▶ **WORK TO BE COMPLETED**
Scan the entries below for the string "Sans" and copy every line where it turns up.

(RECORDS SHOWN Opens)

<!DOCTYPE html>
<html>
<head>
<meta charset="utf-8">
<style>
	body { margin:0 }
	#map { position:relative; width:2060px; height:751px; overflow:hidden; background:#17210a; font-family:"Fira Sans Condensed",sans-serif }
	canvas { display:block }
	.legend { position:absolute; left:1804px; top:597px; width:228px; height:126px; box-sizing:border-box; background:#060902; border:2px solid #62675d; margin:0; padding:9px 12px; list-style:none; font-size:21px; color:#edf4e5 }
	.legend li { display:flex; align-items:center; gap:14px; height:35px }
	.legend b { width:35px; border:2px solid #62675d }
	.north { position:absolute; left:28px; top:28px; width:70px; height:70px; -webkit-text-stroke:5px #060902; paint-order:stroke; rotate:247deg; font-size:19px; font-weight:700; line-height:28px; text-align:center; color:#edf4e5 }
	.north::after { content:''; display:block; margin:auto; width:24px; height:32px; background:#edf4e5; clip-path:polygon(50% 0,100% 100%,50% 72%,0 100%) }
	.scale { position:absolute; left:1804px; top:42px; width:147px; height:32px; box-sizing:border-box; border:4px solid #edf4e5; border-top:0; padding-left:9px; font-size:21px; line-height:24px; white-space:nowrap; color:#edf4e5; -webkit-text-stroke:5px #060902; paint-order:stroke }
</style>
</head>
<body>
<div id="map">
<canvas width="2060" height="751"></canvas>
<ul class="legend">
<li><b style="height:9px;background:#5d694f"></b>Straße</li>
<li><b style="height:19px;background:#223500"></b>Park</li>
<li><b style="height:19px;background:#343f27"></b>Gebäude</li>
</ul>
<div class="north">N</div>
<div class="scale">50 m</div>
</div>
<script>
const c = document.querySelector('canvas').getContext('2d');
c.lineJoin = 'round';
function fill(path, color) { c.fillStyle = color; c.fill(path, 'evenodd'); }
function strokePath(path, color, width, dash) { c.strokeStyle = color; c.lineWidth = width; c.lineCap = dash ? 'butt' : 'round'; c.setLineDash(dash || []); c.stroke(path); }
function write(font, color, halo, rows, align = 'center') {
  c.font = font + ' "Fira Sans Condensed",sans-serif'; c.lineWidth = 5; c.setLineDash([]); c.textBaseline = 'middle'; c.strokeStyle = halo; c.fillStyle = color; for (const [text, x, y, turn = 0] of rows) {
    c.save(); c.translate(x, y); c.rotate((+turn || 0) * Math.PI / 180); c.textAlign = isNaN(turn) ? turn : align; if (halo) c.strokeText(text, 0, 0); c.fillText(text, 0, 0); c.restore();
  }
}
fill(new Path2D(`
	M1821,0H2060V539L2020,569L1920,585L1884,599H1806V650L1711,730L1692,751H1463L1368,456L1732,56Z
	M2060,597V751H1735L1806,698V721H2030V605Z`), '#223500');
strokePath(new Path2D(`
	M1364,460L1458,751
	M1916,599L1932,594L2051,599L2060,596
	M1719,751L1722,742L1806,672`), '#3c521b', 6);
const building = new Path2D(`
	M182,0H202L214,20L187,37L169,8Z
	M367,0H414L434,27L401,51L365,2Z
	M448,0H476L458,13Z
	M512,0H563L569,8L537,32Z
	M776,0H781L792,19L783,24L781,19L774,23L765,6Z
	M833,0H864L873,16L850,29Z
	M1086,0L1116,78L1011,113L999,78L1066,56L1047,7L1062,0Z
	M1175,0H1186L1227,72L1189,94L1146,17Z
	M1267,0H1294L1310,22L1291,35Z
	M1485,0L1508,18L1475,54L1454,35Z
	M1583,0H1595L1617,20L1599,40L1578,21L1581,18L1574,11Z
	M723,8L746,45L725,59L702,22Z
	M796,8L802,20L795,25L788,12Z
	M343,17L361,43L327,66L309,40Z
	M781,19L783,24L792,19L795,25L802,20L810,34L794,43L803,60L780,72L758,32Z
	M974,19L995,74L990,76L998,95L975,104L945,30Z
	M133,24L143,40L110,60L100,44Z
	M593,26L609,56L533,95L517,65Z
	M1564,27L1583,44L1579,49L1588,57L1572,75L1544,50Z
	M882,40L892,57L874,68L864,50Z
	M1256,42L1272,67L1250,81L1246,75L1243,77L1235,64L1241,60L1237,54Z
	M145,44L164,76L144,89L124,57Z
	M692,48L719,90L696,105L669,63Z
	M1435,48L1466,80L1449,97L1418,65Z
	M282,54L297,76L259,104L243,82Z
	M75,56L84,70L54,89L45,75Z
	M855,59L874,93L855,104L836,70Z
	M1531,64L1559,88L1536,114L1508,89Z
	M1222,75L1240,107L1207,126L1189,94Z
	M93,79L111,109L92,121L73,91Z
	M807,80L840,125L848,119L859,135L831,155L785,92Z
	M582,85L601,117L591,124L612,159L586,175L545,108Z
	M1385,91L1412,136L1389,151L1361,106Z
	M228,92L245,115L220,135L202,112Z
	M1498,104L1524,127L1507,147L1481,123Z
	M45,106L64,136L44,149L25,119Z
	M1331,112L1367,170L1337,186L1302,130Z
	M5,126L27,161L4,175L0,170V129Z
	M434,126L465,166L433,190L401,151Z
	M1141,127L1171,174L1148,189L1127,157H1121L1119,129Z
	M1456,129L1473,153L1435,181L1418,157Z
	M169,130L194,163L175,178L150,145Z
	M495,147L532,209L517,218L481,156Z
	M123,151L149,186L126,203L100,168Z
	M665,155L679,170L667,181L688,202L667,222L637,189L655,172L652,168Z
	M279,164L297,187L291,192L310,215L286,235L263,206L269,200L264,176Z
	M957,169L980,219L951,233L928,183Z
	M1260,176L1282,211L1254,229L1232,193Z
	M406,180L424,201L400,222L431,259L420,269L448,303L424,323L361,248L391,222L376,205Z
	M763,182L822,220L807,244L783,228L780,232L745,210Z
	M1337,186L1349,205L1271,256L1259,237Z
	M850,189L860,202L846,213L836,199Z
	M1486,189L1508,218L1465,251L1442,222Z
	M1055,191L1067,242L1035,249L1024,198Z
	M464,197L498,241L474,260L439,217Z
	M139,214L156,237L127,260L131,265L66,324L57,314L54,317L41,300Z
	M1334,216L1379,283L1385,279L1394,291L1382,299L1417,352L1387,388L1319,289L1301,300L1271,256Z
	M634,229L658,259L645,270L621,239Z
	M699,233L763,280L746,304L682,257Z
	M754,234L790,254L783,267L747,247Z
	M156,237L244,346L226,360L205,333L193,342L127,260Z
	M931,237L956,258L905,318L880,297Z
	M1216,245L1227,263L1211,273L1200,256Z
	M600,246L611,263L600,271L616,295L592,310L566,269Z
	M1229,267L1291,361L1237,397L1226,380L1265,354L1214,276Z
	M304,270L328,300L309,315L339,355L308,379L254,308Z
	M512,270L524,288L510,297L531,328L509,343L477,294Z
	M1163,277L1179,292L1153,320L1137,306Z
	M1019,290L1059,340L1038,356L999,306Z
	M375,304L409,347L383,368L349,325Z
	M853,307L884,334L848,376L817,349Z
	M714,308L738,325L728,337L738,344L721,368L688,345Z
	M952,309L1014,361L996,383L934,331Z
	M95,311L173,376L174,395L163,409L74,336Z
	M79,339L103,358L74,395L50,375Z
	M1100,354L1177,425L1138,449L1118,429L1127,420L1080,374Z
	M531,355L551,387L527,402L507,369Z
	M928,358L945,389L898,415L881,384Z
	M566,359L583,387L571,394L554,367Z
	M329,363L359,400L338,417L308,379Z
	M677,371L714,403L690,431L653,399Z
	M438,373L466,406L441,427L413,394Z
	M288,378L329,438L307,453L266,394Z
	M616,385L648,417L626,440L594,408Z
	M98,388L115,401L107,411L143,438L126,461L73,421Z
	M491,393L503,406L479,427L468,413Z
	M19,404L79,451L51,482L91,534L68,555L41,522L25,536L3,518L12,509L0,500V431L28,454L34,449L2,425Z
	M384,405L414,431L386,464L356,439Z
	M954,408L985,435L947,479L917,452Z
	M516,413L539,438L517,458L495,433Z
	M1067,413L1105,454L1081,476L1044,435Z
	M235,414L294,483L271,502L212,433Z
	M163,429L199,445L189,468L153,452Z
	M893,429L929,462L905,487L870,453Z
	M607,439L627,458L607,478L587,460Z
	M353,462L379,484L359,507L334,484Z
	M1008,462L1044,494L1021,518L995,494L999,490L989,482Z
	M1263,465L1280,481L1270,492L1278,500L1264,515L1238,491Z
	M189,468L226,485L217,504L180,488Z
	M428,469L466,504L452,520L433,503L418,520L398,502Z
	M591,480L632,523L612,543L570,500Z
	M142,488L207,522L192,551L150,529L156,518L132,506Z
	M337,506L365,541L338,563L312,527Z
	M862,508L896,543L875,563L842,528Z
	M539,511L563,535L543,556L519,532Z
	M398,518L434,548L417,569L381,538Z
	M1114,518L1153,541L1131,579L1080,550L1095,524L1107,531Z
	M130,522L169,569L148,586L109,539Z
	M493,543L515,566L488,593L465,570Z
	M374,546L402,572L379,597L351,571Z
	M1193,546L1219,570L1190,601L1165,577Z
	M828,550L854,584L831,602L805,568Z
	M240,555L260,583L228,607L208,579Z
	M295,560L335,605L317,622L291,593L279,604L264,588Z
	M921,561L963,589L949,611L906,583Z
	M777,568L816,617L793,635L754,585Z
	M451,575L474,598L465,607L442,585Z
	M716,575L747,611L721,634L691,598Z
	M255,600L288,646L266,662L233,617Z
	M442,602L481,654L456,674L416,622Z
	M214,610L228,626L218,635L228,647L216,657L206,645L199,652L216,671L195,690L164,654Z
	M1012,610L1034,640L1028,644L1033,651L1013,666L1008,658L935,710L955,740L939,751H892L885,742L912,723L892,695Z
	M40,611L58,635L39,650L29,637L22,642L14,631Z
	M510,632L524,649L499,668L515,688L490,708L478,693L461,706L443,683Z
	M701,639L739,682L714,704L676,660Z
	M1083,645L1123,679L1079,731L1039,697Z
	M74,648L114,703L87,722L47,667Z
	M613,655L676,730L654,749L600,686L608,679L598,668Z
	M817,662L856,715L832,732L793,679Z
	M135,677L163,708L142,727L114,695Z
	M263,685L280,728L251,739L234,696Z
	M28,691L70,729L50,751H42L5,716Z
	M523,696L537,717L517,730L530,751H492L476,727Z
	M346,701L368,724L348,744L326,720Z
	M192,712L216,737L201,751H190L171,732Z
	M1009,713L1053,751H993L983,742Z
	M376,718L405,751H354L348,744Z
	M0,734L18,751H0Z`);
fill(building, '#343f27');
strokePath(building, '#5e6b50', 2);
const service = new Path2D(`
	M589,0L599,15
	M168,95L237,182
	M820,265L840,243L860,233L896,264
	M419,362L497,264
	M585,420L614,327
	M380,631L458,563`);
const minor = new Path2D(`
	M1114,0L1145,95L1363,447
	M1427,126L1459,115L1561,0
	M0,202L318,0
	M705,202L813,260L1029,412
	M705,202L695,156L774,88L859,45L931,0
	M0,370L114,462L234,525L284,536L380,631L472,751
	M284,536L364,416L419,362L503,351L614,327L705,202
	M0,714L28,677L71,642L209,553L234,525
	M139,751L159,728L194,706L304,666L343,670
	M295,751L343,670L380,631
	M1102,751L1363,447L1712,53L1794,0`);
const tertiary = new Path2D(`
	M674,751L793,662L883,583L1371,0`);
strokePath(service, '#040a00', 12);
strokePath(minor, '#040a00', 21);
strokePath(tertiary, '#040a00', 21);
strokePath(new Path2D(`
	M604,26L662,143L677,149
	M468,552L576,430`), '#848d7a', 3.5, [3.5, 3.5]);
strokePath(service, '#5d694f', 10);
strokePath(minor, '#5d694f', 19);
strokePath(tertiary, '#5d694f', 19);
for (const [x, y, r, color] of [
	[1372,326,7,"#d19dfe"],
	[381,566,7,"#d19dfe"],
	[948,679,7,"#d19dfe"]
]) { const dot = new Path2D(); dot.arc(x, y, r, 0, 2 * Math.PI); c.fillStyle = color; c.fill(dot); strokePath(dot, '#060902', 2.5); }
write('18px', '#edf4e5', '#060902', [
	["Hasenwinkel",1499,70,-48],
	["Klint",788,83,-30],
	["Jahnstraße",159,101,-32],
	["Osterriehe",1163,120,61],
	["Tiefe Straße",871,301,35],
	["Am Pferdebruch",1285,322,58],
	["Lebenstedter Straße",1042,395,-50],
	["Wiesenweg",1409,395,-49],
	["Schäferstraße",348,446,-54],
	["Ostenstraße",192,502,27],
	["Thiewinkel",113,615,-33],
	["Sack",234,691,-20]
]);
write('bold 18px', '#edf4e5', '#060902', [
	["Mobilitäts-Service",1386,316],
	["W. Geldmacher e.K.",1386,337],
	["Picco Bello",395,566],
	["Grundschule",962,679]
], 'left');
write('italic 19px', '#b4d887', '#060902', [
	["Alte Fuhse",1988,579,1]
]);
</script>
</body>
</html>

(RECORDS SHOWN Closes)

▶ **EXPECTED OUTPUT**
	#map { position:relative; width:2060px; height:751px; overflow:hidden; background:#17210a; font-family:"Fira Sans Condensed",sans-serif }
  c.font = font + ' "Fira Sans Condensed",sans-serif'; c.lineWidth = 5; c.setLineDash([]); c.textBaseline = 'middle'; c.strokeStyle = halo; c.fillStyle = color; for (const [text, x, y, turn = 0] of rows) {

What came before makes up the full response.